Sunday, November 11, 2012

Spiral

Random Thought: "Am I going to be tortured in real life and then threatened with the spectre of more torture in Hell?"

This game had many incomprehensible layers, all of which necessitated much more time than the competition limit of 2 hours allows to unravel. The game certainly had many interesting mechanics, but I did not understand how to link or cooperate between the two dreams, and that crippled me for much of the game. After I finally gave up, and turned to the walkthrough, I realized I was only a little bit into the story of the game, and as such did not finish the game before the 2 hour time limit. So I will only comment on the game up to how far I reached: midway into both dream sequences.

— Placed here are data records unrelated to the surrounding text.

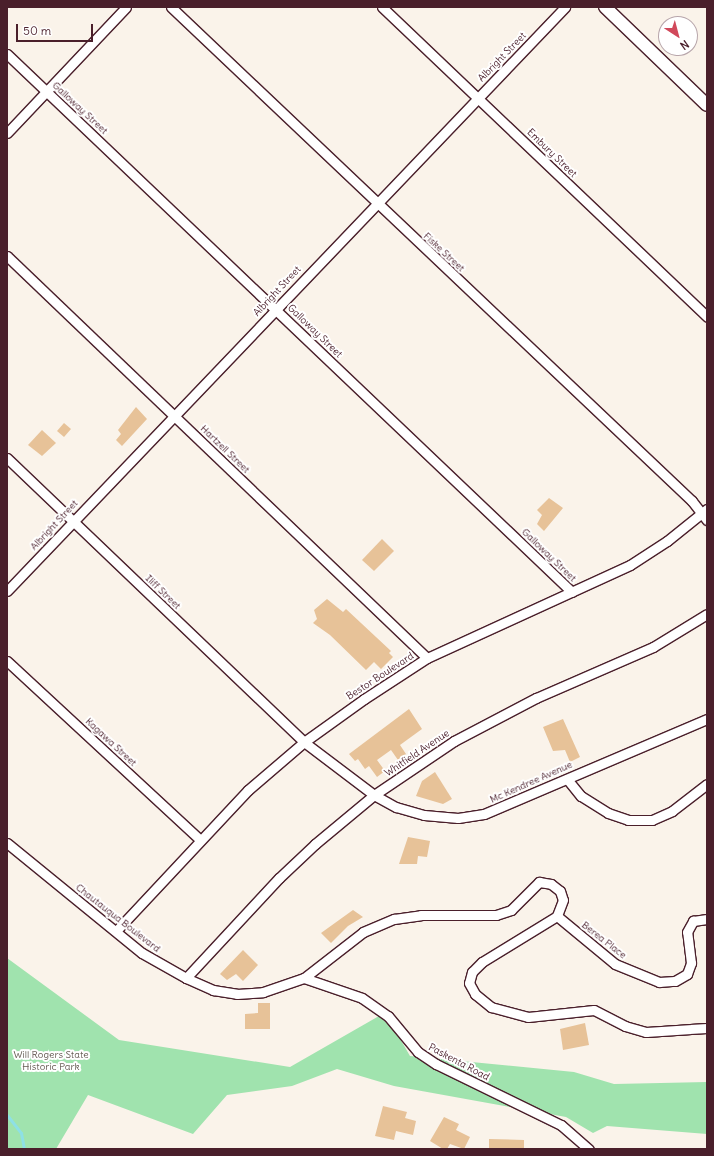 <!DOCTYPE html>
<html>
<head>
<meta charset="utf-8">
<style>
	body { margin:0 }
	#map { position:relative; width:714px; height:1156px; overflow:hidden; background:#faf3ea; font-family:Delius,sans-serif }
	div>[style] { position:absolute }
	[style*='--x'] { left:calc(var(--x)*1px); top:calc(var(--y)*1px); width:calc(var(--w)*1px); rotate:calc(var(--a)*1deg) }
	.green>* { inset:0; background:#a0e3ae }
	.stream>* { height:3px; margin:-1.5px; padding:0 1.5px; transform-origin:1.5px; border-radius:1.5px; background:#8ee0e5 }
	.building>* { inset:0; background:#e7c298 }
	.roads { filter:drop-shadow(1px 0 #4a1f2b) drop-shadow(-1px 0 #4a1f2b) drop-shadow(0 1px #4a1f2b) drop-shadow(0 -1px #4a1f2b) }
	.street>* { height:9px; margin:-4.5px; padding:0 4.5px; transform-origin:4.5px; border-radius:4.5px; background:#fff }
	.secondary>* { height:12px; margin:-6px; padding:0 6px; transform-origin:6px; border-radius:6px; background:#fff }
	span { translate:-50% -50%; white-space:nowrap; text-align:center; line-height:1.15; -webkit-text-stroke:4px #fff; paint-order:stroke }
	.street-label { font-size:10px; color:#4a1f2b }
	.park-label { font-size:10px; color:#645a52 }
	.frame { position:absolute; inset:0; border:8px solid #4a1f2b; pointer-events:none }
	.north { position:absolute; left:658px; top:16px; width:40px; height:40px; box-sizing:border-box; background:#fff; border:1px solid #b7a5aa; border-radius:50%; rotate:144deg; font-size:11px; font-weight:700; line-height:16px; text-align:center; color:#4a1f2b }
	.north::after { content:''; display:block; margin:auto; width:14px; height:18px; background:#d1495b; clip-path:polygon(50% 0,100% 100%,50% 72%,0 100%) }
	.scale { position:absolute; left:16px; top:24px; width:77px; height:18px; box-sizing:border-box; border:2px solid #4a1f2b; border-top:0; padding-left:5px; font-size:12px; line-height:14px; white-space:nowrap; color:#4a1f2b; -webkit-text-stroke:3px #fff; paint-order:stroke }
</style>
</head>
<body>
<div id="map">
	<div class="green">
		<div style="clip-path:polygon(7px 958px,119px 1040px,290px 1067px,379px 1016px,395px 1030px,410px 1056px,574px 1072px,614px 1084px,707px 1082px,707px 1134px,607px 1126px,593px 1133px,566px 1117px,394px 1086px,337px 1069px,292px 1086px,227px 1095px,193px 1134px,88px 1095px,56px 1149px,7px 1149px)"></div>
	</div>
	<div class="stream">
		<div style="--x:7;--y:1115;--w:23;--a:52"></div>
		<div style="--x:21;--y:1133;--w:16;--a:79"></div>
	</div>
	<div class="building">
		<div style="clip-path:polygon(136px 407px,147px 419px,122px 446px,116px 440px,121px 434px,118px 430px)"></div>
		<div style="clip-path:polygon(64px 423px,71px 429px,64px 437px,57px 431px)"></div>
		<div style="clip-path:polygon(42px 430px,56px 443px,42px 456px,28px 445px)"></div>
		<div style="clip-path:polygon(549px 498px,563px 508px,544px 531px,537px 524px,542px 515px,537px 510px)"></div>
		<div style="clip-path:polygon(382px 539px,394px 551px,374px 571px,362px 560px)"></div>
		<div style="clip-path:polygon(327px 599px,343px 612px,346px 609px,391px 651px,389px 653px,393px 657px,381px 669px,374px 662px,366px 670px,330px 635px,313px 623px,317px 619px,314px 610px)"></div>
		<div style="clip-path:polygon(409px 709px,422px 729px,400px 745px,406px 754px,398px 760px,391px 750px,377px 760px,385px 771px,377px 777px,369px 766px,365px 769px,358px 759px,355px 761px,349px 754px)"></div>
		<div style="clip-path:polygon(563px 719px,580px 757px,570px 762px,565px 750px,553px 751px,543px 727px)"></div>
		<div style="clip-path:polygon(435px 772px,452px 799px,443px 804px,416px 796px,422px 781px)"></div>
		<div style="clip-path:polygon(408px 837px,430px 841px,427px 857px,418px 856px,417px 864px,399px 864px)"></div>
		<div style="clip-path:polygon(353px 910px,363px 917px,348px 926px,331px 943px,321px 933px)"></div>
		<div style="clip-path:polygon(243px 950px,258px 965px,243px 981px,236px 974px,227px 980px,220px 974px)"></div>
		<div style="clip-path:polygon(258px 1003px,270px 1003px,270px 1029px,245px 1029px,245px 1014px,258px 1013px)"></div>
		<div style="clip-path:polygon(585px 1023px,589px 1045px,563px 1050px,560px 1029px)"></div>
		<div style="clip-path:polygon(383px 1106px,407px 1112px,405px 1118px,416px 1121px,413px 1135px,396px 1131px,394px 1140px,375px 1136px)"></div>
		<div style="clip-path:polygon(444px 1117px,459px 1124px,456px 1130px,470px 1137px,464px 1149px,450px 1144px,447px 1149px,443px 1149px,430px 1141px)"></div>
		<div style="clip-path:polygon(489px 1139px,524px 1140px,524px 1149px,489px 1149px)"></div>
	</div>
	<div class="roads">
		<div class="street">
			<div style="--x:171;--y:7;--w:718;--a:43.48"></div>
			<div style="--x:692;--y:501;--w:24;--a:52"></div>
			<div style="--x:382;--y:7;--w:449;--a:43.6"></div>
			<div style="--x:7;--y:54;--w:780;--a:43.6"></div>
			<div style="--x:7;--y:133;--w:173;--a:-46.6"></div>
			<div style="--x:7;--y:256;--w:581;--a:43.75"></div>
			<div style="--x:7;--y:458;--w:411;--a:43.7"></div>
			<div style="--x:304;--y:742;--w:88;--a:37.1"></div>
			<div style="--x:374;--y:795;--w:25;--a:29"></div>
			<div style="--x:396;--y:807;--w:29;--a:16"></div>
			<div style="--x:424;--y:815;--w:34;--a:5"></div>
			<div style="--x:458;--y:818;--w:26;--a:-9"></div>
			<div style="--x:484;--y:814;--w:242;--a:-23.1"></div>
			<div style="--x:7;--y:591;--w:808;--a:-46.3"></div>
			<div style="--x:7;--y:661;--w:262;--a:42.8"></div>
			<div style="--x:567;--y:779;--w:22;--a:51"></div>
			<div style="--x:581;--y:796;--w:32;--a:32"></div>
			<div style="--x:608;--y:813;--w:21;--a:19"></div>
			<div style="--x:628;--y:820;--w:24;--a:0"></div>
			<div style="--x:652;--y:820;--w:22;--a:-24"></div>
			<div style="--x:672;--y:811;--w:44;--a:-37.6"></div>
			<div style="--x:7;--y:843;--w:174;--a:39.2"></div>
			<div style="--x:142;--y:953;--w:51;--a:29.6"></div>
			<div style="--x:186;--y:978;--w:30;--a:24"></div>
			<div style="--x:213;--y:990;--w:24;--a:9"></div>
			<div style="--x:237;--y:994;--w:26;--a:-4"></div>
			<div style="--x:263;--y:992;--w:43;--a:-18.9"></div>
			<div style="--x:304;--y:978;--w:75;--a:-37.9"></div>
			<div style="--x:363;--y:932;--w:34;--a:-23"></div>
			<div style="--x:394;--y:919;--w:27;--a:-8"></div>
			<div style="--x:421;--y:915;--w:75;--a:0"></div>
			<div style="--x:496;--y:915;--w:16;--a:-18"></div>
			<div style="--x:511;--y:910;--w:40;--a:-45"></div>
			<div style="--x:539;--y:882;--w:12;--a:9"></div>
			<div style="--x:551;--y:884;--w:11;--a:38"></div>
			<div style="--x:560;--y:891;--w:9;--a:72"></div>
			<div style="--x:563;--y:900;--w:17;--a:111"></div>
			<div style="--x:557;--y:916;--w:88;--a:148.5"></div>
			<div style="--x:482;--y:962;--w:14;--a:135"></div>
			<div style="--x:472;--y:972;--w:11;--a:105"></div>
			<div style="--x:469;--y:983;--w:13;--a:61"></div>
			<div style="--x:475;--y:994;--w:21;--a:39"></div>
			<div style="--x:491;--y:1007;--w:38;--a:15"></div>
			<div style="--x:528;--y:1017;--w:66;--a:-6.1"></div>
			<div style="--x:594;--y:1010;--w:35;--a:27"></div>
			<div style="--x:625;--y:1026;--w:22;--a:16"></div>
			<div style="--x:646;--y:1032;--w:61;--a:-3.8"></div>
			<div style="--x:557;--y:916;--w:75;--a:39.6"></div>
			<div style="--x:615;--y:964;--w:48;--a:22.2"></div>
			<div style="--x:659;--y:982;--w:16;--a:-4"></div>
			<div style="--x:675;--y:981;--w:14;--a:-30"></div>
			<div style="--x:687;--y:974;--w:12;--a:-70"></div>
			<div style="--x:691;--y:963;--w:31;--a:-97"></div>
			<div style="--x:687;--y:932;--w:13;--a:-61"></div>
			<div style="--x:693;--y:921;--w:14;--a:-8"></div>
			<div style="--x:116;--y:931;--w:193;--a:-46.9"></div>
			<div style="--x:248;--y:790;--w:74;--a:-40.6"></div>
			<div style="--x:304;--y:742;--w:74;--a:-35.6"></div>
			<div style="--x:364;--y:699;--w:75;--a:-33.1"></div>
			<div style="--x:427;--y:658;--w:223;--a:-24.6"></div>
			<div style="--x:630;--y:565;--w:44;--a:-33"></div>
			<div style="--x:667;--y:541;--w:51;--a:-38.7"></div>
			<div style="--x:186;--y:978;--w:137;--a:-47.1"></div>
			<div style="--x:279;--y:878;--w:50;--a:-43.4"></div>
			<div style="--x:315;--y:844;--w:77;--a:-39.7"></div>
			<div style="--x:374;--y:795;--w:97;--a:-34"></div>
			<div style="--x:454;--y:741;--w:93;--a:-27.7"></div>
			<div style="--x:536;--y:698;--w:128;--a:-23.6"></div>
			<div style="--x:653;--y:647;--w:63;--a:-31.4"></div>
			<div style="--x:304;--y:978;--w:61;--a:19"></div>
			<div style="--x:362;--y:998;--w:32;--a:35"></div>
			<div style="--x:388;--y:1016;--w:47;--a:50.2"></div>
			<div style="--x:418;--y:1052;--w:22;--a:34"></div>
			<div style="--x:436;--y:1064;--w:139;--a:26"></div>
			<div style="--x:561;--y:1125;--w:37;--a:41"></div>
		</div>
		<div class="secondary">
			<div style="--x:605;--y:7;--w:141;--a:43.9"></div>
		</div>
	</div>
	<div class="street-label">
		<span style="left:502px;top:57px;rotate:-46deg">Albright Street</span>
		<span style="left:80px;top:108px;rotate:43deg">Galloway Street</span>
		<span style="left:552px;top:153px;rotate:44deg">Embury Street</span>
		<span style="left:444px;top:252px;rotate:43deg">Fiske Street</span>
		<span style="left:277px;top:291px;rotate:-47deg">Albright Street</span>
		<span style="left:315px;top:331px;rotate:44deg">Galloway Street</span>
		<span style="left:225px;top:449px;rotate:44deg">Hartzell Street</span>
		<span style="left:54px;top:525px;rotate:-47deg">Albright Street</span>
		<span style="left:549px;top:555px;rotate:44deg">Galloway Street</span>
		<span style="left:163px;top:592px;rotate:44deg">Iliff Street</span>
		<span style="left:380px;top:676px;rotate:-33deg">Bestor Boulevard</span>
		<span style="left:111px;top:742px;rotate:43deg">Kagawa Street</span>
		<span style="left:417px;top:753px;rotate:-34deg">Whitfield Avenue</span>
		<span style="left:531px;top:782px;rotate:-24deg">Mc Kendree Avenue</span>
		<span style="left:118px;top:918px;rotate:38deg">Chautauqua Boulevard</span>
		<span style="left:604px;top:940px;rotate:38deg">Berea Place</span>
		<span style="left:459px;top:1062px;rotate:28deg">Paskenta Road</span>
	</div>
	<div class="park-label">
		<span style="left:51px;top:1060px">Will Rogers State<br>Historic Park</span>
	</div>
	<div class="frame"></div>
	<div class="north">N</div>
	<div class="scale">50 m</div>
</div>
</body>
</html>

The puzzles and mechanics seemed a bit arbitrary: the dream sequences of course were expected to have had their own rules with how the universe worked. And while the dream thankfully maintained rules and themes, some of those rules were so unintuitive, that they took either awhile to discover or they were just dictated by the game. I found the "you don't want to take a stake" puzzle especially frustrating: if I had been allowed to take a stake, I would have been able to make a bridge somewhere else! It would have been more clearly telegraphed if there had been one hole, and no second stake. And as I already said, I never would have found the cooperation mechanic without turning to a walkthrough. Even after reading the walkthrough, I can see how it was supposed to work, but I realize that I never would have gotten it without cheating, just because it seems too arbitrary.

With my time, I tried to piece together what was happening to these characters without the metaphors, and it seems to me that these two characters are perhaps kidnapped and close to death, and that closeness to their own death has them considering their fate, what will happen to them after death, how they have lived their life. The female has imagery of heaven, hell and judgement, while the male has imagery of everlasting entropy embodied by a sentient machine. Whichever one has the more accurate vision, they are both destined for terrible destruction, and the threat of how they have lived their life looms over them both. I'm not sure I enjoyed that theme: I feel the end-of-life reflection is a pointless exercise, because by then so much time has passed, that it's as pointless as judging someone else. Furthermore, it's very self-condescending to go over your judgments like that, and really the entire purpose of self-reflection is to improve yourself and avoid making the same mistakes. If you review your decisions at the end, you simply don't have the time or purpose to improve. Someone is just getting revenge on you. And if it's just you by yourself reviewing your own life, then you're just torturing yourself, for no reason. I don't feel that it's useful or deep. Instead of harping on people who have apparently lived happy lives up until their untimely demise, I'd prefer the real-time emphasis on improving and being empathetic.

That said, it seem well and robustly written, and while I am immensely curious about the ending, which I hope clears some things up instead of plunging us deeper into mystery, I have to say this game certainly was interesting and made me think. I imagine there will be plenty of people who absolutely favorite and love this game.